(SOURCE INFORMATION begins)

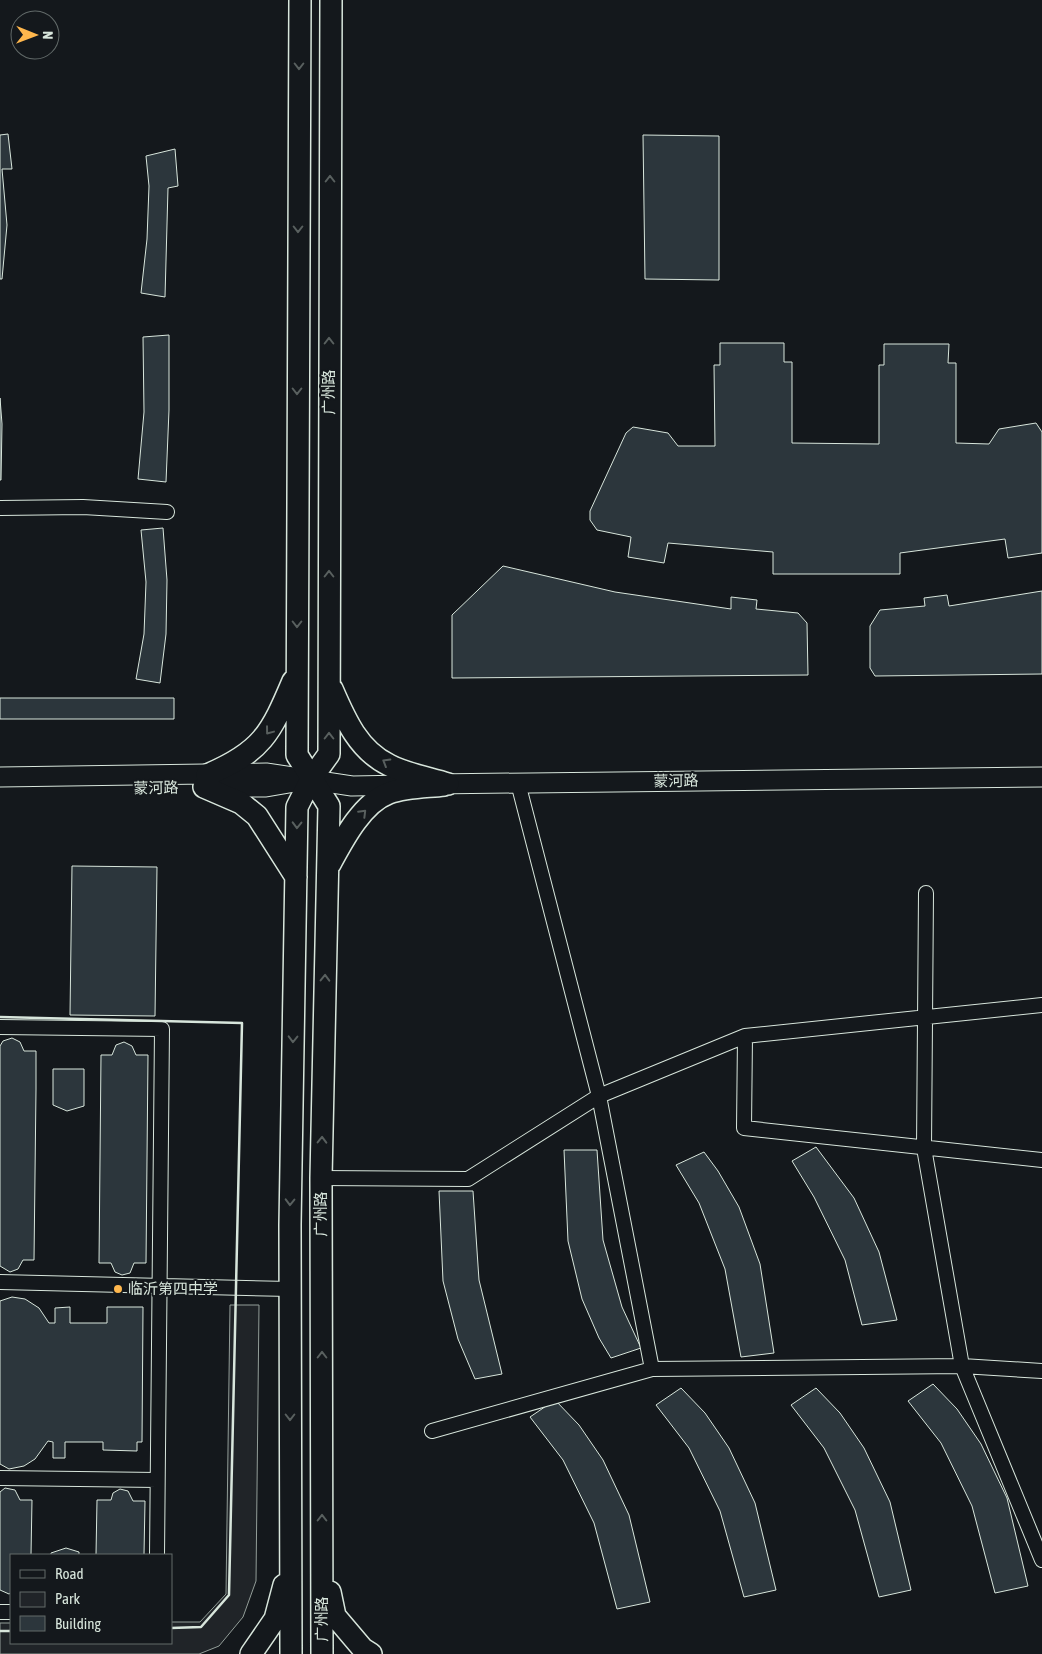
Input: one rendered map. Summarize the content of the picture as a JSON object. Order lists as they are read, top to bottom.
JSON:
{
  "streets": {
    "main road": ["广州路"],
    "street": ["蒙河路"]
  },
  "crossings": [
    ["广州路", "蒙河路"]
  ],
  "places": ["临沂第四中学"],
  "legend": ["Road", "Park", "Building"],
  "north": "right"
}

(SOURCE INFORMATION ends)

- ASSIGNED TASK -
Could you write out the records exactly while omitting every picture?

- ANSWER SPACE -
Input: one rendered map. Summarize the content of the picture as a JSON object. Order lists as they are read, top to bottom.
JSON:
{
  "streets": {
    "main road": ["广州路"],
    "street": ["蒙河路"]
  },
  "crossings": [
    ["广州路", "蒙河路"]
  ],
  "places": ["临沂第四中学"],
  "legend": ["Road", "Park", "Building"],
  "north": "right"
}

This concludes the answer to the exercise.